BEGIN SUPPLIED MATERIAL

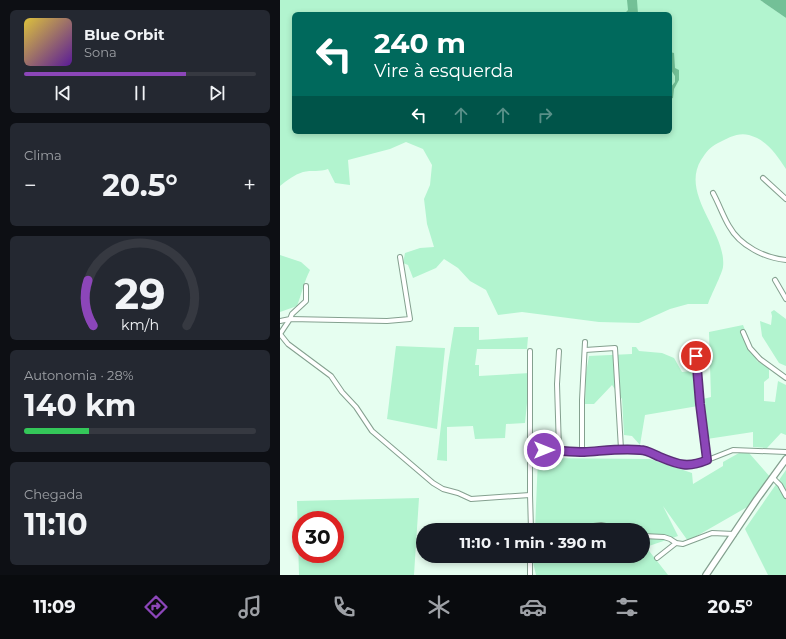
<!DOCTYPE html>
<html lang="pt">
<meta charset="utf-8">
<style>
:root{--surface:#171b24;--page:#242831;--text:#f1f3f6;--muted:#9ea1a6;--line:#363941;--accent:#8c46b9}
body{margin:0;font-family:Montserrat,sans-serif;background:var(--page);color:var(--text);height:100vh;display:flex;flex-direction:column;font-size:15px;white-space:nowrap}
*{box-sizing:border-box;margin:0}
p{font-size:13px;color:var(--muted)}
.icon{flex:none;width:22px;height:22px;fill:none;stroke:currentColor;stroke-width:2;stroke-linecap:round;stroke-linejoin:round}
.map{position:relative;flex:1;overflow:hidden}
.details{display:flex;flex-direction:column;gap:10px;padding:10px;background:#0d0f14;width:280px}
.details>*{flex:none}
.banner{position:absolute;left:12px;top:12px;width:380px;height:122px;border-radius:6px;box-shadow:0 2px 6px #0003;background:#00695c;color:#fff;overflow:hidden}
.speed{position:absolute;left:12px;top:511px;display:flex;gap:8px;font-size:20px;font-weight:700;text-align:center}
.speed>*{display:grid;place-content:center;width:52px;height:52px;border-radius:50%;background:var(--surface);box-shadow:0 2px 6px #0003;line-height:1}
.speed .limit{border:6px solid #d22;background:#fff;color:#111}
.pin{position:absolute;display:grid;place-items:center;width:34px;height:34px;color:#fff;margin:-17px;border:2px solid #fff;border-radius:50%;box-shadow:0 1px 4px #0007}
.me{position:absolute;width:44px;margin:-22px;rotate:90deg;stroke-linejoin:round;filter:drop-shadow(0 0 3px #0008)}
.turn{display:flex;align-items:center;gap:14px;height:84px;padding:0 16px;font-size:18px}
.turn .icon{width:52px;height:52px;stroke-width:2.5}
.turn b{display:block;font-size:28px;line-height:34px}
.lanes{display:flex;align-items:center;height:38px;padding:0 16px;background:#0003;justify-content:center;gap:20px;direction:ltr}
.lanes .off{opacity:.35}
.big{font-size:30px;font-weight:700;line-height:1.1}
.details .card{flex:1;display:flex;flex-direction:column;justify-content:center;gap:6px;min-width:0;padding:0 14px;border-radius:6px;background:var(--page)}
.details .dial{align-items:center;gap:0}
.dial svg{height:104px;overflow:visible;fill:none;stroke:var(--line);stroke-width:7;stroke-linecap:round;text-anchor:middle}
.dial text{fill:var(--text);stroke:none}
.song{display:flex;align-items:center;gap:12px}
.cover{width:48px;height:48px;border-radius:6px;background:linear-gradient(135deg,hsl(50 70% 55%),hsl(270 70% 35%))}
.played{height:4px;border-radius:2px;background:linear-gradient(90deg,var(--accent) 70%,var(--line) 70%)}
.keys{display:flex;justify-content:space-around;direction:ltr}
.heat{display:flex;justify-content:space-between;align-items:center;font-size:22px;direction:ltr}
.charge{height:6px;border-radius:3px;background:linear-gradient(90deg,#34c759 28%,var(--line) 0)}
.trip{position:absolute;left:136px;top:523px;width:234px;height:40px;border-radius:20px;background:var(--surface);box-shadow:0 2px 6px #0003;font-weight:700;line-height:40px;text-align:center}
.tabs{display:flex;height:64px;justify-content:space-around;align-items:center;background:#090b0e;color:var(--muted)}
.tabs .icon{width:28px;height:28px}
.tabs .on{color:var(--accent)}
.tabs b{font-size:18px;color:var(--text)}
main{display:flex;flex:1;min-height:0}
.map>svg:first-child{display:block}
.green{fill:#b2f4cf;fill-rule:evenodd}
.water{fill:#73c097}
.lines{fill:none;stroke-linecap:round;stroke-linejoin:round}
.street-casing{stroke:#84a08f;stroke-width:6}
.secondary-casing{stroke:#84a08f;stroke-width:8}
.street{stroke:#fff;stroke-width:4}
.secondary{stroke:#fff;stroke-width:5.5}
.route-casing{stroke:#5b2e78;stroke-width:10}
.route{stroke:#8c46b9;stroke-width:7}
</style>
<main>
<section class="details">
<div class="card">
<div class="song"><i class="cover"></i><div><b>Blue Orbit</b><p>Sona</p></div></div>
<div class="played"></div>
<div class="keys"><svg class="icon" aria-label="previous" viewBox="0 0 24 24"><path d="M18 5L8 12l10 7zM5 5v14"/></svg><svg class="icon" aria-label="pause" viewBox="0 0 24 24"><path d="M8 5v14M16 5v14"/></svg><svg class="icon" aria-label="next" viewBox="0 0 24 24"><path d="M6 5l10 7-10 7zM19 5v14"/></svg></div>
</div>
<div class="card"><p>Clima</p>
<div class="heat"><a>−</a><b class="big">20.5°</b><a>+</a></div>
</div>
<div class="card dial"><svg viewBox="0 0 100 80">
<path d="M14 69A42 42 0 1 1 86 69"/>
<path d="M14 69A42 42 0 0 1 10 34" stroke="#8c46b9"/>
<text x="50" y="56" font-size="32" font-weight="700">29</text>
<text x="50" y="72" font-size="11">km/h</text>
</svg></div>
<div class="card"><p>Autonomia · 28%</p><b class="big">140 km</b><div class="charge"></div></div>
<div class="card"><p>Chegada</p><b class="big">11:10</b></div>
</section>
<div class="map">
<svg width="506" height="575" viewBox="0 0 506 575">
<rect width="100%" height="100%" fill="#e6fef0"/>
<g class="green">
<path d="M 0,0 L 480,0 L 506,18 L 506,169 C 496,154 487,140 469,135 C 458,132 448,138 438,143 C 429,148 427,151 421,160 C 400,195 447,232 443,267 C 442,274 431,295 428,304 L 408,304 L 390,309 L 359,323 L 319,322 L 242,312 L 218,315 L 206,290 L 190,281 L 178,268 L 164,259 L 156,268 L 133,278 L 128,265 L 123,263 L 125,253 L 140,248 L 154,247 L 147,224 L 144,199 L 150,185 L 152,165 L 143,149 L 126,142 L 110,149 L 68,160 L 70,185 L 55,183 L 48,169 C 40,172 31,170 23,172 C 14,175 7,180 0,186 ZM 14,14 L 390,14 L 390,132 L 14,132 Z"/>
<path d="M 0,255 L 21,262 L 30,270 C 24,282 22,293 17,306 L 0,312 Z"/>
<polygon points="494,310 506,319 506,366 499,363 482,336 480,321 491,325 492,316 491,312"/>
<polygon points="463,325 477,361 489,368 489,378 484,382 484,401 495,402 498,381 506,385 506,435 501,433 487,448 473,447 473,432 427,439 423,399 431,397 429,332"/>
<polygon points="174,327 199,327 199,340 248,337 247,349 197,349 195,365 199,365 199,376 250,373 245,423 226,424 225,438 195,439 193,426 167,427 167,461 157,460 168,364"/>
<polygon points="116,346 165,348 157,429 107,419"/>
<polygon points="352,347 356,347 359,351 382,353 394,358 402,372 412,371 418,406 365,415 360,445 352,436 344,435 342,399 332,385 314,404 305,404 306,373 309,356 352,354"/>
<polygon points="459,453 469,453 491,478 469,506 408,541 383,506 398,536 366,547 388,575 256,575 253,562 254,556 363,556 363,530 255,530 258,458 370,459 412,473 413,484 443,466 443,462"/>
<polygon points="506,470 506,575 488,575 465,529"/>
<path d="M 139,498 L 134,575 L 19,575 L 17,501 ZM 21,520 L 55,520 L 55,554 L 21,554 Z"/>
</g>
<g class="water">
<polygon points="347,0 357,0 358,14 345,13 348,10"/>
<polygon points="480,0 506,0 506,18"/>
<polygon points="390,52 394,53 395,68 399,70 399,80 394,89 393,98 390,99 390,88 395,82 395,76 391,70"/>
</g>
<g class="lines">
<defs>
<g id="street">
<polyline points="483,178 506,199"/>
<path d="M 433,193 C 439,204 443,216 449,226 C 460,246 485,258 506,260"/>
<polyline points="120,257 130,319 107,321 10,319 0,334 8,344 51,376 62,392 76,407 92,431 153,483 163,489 178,493 191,499 250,495"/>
<polyline points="495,280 506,299"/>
<polyline points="0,321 10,319 12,314 26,301 26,286"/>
<polyline points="463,332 470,348 480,359 506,378"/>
<polyline points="305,350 335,348 341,449"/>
<polyline points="250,351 250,495 251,530"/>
<polyline points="279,351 277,384 279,450"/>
<polyline points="416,356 420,404 427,460"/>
<polyline points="302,452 302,400 305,342"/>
<polyline points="250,454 263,450 279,450 302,452 343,449 360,450 371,452 378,457 392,462 406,466 415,465 453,450 506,452"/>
<polyline points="493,478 500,485 506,496"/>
<polyline points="284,530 321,525 345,530"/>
<polyline points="363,536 384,537 390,539 396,543 403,544 432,533 454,534"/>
<polyline points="377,558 396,543"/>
<polyline points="250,575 250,556"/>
</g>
<polyline id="secondary" points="426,575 477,499 506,459"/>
</defs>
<use href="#street" class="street-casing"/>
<use href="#secondary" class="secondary-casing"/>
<use href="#street" class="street"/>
<use href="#secondary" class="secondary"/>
</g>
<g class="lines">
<defs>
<path id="route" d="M 264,450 C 277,450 290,452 304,452 C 322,451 341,448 360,450 C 367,450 373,454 380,457 C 399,465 408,468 427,460 L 420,404 L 416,356"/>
</defs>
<use href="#route" class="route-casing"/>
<use href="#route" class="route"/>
</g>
</svg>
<div class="speed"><div class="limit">30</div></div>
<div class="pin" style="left:416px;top:356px;background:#d93025"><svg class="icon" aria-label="arrive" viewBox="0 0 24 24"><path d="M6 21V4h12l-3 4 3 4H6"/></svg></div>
<svg class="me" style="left:264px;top:450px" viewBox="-20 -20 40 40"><circle r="17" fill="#8c46b9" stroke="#fff" stroke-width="3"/><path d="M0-11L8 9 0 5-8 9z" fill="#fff"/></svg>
<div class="trip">11:10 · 1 min · 390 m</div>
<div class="banner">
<div class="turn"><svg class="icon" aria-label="left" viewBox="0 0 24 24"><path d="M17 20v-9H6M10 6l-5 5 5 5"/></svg><div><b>240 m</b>Vire à esquerda</div></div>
<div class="lanes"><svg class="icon" aria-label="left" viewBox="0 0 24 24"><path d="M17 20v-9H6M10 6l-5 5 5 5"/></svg><svg class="icon off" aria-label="ahead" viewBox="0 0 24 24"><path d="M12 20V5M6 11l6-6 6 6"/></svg><svg class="icon off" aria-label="ahead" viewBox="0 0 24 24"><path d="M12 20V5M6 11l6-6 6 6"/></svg><svg class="icon off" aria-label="right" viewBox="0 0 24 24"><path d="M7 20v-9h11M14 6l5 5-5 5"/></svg></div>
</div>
</div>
</main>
<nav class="tabs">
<b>11:09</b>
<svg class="icon on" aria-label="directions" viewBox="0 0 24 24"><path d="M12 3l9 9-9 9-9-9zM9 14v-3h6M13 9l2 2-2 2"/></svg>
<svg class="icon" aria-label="music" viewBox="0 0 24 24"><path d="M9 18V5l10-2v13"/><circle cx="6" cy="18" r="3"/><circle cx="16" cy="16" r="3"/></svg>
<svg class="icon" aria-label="phone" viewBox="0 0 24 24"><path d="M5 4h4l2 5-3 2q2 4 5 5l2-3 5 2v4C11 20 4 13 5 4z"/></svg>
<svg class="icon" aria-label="climate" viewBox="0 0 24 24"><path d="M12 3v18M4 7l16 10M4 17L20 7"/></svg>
<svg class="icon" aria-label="car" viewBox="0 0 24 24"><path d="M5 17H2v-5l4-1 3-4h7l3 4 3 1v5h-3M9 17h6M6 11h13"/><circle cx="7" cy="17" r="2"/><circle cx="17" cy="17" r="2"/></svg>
<svg class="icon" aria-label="filters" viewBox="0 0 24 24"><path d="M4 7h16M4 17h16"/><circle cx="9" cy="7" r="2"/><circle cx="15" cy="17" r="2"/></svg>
<b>20.5°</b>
</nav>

END SUPPLIED MATERIAL

§ **WHAT TO PRODUCE**
All lines above holding the word "none" make up the answer; copy each one.

§ **REPLY TO THE EXERCISE**
.icon{flex:none;width:22px;height:22px;fill:none;stroke:currentColor;stroke-width:2;stroke-linecap:round;stroke-linejoin:round}
.details>*{flex:none}
.dial svg{height:104px;overflow:visible;fill:none;stroke:var(--line);stroke-width:7;stroke-linecap:round;text-anchor:middle}
.dial text{fill:var(--text);stroke:none}
.lines{fill:none;stroke-linecap:round;stroke-linejoin:round}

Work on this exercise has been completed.